Of course, particular sources have some particular way of doing things,
i.e., Riggs is internally consistent, Buechel is, Dorsey is, LaFlesche is,
and so on. That is, these folks are consistent in a particular source.
They often differ between publications, or between the draft in the
archives and the published version, and so on. I haven't tried to list
these particular schemes, however, but only to give a general idea of the
variation you will encounter.
I believe Linda used s, s^, x for Riggs's s, s-accent, h-dot and Buechel's
s, s-dot, and h-dot. I'm not absolutely positive I remember these two
gentlemens' practice! At this point I sort of see what it is when I open
one of their books and go on without much of a pause.
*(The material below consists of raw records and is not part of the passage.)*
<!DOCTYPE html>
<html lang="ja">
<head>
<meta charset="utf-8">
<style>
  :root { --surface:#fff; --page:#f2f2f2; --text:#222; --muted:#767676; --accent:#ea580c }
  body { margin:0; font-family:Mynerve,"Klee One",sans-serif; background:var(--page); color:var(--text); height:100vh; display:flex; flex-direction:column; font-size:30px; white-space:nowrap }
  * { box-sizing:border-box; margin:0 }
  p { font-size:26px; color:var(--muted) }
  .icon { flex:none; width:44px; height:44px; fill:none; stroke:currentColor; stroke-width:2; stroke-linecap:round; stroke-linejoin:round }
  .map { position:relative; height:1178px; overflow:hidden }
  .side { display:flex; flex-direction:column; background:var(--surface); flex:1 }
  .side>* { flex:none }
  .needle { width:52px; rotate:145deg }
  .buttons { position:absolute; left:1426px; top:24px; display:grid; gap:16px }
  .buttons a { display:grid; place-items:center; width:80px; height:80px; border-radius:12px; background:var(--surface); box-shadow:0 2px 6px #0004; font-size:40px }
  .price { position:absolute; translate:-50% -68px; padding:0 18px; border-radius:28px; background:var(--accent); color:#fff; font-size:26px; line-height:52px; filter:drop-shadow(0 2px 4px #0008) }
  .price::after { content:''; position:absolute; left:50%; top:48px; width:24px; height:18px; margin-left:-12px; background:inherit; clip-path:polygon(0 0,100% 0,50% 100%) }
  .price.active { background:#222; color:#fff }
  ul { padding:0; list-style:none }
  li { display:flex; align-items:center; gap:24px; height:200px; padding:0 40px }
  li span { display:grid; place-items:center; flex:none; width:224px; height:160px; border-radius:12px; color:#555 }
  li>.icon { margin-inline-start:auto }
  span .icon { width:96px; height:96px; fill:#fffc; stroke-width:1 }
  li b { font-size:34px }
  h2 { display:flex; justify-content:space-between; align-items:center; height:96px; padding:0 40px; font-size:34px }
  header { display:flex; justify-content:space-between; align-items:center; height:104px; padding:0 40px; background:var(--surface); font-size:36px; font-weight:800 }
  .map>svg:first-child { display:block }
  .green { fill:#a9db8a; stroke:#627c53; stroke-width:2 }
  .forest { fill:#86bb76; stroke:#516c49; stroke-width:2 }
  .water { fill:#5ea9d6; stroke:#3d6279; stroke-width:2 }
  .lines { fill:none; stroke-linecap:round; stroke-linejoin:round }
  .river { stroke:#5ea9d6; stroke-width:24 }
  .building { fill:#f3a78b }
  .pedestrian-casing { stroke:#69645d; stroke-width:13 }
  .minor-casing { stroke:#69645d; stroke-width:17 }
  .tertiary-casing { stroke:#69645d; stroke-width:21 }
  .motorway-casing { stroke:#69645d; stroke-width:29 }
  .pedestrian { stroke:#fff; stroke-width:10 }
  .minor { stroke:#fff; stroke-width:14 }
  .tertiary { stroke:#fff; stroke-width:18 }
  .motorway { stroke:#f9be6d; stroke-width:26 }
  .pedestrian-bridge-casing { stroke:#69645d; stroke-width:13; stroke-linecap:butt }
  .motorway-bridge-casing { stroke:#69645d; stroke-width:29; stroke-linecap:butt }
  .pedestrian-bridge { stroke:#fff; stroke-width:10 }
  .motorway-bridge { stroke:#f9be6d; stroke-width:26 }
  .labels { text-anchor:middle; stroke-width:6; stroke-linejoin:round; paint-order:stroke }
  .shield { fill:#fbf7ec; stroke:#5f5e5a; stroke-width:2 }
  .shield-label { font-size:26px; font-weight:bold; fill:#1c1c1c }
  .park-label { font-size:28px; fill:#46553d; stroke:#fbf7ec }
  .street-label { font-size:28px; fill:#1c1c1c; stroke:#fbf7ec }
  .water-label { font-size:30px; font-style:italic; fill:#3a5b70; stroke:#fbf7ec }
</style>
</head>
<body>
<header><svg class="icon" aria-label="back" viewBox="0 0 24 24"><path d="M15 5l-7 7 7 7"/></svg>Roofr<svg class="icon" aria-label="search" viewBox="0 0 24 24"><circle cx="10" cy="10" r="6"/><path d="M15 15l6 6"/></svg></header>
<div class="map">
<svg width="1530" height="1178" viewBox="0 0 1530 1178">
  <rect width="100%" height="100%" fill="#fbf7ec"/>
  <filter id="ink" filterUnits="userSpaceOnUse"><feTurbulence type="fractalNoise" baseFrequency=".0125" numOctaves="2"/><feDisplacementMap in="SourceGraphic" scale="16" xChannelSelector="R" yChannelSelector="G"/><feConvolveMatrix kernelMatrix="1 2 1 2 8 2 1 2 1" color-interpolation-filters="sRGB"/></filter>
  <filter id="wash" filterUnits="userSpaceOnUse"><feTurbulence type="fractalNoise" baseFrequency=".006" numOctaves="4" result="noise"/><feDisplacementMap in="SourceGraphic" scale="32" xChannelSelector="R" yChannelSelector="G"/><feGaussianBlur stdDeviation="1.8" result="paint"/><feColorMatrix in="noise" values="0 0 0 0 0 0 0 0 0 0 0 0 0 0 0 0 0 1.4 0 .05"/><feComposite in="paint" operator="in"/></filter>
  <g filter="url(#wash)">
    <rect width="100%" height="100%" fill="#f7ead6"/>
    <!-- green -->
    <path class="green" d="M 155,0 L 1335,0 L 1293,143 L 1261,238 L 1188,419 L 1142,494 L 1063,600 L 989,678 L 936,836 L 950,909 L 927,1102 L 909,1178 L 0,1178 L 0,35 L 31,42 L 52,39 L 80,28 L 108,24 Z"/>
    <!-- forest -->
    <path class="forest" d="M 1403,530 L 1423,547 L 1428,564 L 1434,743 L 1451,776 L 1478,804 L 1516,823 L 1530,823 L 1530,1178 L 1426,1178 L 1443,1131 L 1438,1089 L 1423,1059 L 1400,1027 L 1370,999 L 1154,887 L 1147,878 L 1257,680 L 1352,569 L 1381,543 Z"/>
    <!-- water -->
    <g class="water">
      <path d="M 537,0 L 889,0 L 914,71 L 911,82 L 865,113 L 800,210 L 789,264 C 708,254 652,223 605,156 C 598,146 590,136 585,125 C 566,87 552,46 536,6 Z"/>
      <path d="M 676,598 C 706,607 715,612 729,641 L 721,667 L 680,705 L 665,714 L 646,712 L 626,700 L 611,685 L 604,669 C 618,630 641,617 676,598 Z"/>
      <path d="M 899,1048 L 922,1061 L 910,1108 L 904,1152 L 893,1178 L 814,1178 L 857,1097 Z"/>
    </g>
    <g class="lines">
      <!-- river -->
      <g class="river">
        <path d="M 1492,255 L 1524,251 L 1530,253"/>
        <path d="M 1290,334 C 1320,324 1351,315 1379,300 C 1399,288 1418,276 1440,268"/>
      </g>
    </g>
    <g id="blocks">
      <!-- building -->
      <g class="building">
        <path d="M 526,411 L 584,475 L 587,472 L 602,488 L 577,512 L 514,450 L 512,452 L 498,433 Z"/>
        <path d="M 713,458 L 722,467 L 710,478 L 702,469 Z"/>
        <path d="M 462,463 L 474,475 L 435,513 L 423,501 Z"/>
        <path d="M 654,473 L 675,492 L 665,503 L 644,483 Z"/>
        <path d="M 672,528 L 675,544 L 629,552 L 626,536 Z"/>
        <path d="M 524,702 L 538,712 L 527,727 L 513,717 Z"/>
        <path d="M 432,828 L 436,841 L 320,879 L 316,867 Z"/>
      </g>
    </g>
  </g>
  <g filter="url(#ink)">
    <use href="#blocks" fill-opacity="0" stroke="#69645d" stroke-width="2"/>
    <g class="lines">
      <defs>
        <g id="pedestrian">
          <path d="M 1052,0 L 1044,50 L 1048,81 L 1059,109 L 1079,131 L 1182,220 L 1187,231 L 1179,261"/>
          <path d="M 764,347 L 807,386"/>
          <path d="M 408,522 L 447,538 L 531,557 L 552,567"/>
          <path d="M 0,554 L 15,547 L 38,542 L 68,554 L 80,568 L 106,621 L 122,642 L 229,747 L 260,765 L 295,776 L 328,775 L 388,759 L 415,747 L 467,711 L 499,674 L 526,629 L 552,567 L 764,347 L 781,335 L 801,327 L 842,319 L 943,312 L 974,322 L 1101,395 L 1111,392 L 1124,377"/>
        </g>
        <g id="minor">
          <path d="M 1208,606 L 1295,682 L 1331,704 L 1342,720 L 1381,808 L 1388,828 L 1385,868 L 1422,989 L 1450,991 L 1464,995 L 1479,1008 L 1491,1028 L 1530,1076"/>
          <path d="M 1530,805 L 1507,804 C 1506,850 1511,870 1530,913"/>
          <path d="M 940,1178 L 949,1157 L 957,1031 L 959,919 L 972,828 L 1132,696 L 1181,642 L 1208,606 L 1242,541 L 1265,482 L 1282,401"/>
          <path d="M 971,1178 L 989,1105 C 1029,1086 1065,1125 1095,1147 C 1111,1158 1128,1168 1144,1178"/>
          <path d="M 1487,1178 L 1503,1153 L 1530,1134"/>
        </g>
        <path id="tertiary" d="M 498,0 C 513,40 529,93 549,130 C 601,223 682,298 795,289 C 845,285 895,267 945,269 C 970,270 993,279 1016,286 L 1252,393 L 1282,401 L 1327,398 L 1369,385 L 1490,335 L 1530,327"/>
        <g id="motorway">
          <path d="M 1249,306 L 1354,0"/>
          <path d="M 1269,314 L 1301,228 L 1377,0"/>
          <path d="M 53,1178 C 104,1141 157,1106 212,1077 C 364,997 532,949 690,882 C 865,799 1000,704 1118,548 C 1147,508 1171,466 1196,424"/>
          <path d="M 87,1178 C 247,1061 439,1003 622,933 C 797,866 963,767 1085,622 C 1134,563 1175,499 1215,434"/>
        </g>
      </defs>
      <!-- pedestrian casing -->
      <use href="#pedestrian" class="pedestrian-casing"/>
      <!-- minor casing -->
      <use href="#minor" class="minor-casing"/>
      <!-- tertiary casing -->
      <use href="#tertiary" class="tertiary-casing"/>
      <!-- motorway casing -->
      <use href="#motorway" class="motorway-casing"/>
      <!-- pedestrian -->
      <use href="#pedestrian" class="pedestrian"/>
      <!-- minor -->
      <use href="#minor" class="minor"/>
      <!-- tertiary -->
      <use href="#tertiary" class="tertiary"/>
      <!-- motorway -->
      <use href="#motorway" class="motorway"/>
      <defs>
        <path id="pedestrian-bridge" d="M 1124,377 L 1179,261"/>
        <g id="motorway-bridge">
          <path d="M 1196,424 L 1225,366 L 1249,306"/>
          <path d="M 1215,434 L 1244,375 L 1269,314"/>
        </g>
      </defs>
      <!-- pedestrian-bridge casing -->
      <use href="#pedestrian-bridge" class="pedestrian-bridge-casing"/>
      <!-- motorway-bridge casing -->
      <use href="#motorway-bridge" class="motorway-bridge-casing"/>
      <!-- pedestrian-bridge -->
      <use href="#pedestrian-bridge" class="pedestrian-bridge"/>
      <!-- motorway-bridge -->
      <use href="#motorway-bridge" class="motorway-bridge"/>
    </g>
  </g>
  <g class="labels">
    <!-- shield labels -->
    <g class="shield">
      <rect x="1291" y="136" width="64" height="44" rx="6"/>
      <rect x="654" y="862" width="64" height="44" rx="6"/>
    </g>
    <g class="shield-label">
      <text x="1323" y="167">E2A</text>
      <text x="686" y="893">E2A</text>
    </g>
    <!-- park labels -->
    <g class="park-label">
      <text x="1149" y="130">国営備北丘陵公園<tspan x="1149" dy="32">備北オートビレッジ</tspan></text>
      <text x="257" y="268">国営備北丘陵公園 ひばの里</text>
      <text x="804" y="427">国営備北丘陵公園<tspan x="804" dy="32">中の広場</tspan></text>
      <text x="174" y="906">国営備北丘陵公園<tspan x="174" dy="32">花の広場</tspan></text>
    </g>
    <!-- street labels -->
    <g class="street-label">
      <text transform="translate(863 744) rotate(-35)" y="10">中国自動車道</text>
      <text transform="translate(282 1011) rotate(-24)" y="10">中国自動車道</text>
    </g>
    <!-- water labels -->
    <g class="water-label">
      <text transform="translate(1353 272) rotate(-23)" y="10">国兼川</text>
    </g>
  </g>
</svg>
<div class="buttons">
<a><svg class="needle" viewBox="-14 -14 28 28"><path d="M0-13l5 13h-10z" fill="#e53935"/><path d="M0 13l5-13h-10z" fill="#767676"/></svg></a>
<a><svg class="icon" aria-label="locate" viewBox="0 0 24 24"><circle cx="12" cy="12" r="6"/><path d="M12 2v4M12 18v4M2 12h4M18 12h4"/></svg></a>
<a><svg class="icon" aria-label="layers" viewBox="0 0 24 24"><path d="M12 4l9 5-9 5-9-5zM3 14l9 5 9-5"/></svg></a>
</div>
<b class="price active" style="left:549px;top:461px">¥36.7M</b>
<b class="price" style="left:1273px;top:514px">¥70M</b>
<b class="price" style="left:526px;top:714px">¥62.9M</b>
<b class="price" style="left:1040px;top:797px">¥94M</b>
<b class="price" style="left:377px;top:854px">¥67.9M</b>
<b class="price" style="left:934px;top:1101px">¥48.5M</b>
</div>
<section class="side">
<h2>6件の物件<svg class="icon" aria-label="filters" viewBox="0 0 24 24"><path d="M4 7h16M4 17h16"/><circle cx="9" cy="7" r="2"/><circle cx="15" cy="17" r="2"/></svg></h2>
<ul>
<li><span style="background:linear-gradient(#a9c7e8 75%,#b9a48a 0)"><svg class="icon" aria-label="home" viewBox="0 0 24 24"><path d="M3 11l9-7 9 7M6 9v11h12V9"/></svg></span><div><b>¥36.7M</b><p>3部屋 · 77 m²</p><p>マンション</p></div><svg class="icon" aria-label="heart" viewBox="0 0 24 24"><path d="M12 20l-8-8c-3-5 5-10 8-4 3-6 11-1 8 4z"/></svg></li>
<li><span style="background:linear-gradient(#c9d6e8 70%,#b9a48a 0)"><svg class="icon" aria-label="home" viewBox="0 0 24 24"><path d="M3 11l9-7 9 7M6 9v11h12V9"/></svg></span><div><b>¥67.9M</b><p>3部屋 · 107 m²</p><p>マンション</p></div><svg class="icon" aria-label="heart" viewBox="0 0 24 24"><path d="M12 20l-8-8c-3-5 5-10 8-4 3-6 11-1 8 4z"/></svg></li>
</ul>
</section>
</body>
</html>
A Siouanist who
isn't flexible in this respect is in a bad way ...
As far as the precise senses of the sound symbolism sets for sounds, it
wouldn't surprise me to see huge differences from one place to another,
maybe from one family to another, maybe even from one idiom to another.
One man's rattle is another man's buzz or ringing. Actually, in the high
pitches a whistle in my left ear is a rattle in the right, I've
discovered. Apparently something is broken in there. Particular names
will probably always have the same sound value and same gloss, but might
be wildly out of step with another person or place's preferred gloss of
that sound value.
This problem is even worse between languages. The CSD folks didn't want
to allow themselves to freely compare any fricative to any other fricative
- what we might call the Greenbergian approach - and had many anguished
debates over this issue. They eventually developed some practical
protocols - informed by the patterns of Siouan languages - under which
they would look at sets with essentially a reconstruction of *S (a cover
symbol for *s/*s^/*x) as opposed to *s, *s^ or *x. In such sets *S
represents a set in which sound symbolism has been at work leaving
non-corresponding fricative grades behind, e.g., forms that suggest *sra
in one language, *s^ra and *xra not being in use; and forms that suggest
*s^ra in another, *sra and *xra not being in use, and so on, but with
clearly related glosses. These protocols interact with the requirement
that a form be attested in at least 2 branches of Siouan as opposed to
just Mississippi Valley. Actually, requiring attestation outside MV tends
to clean up a lot of the worst cases of this sort of thing, I think.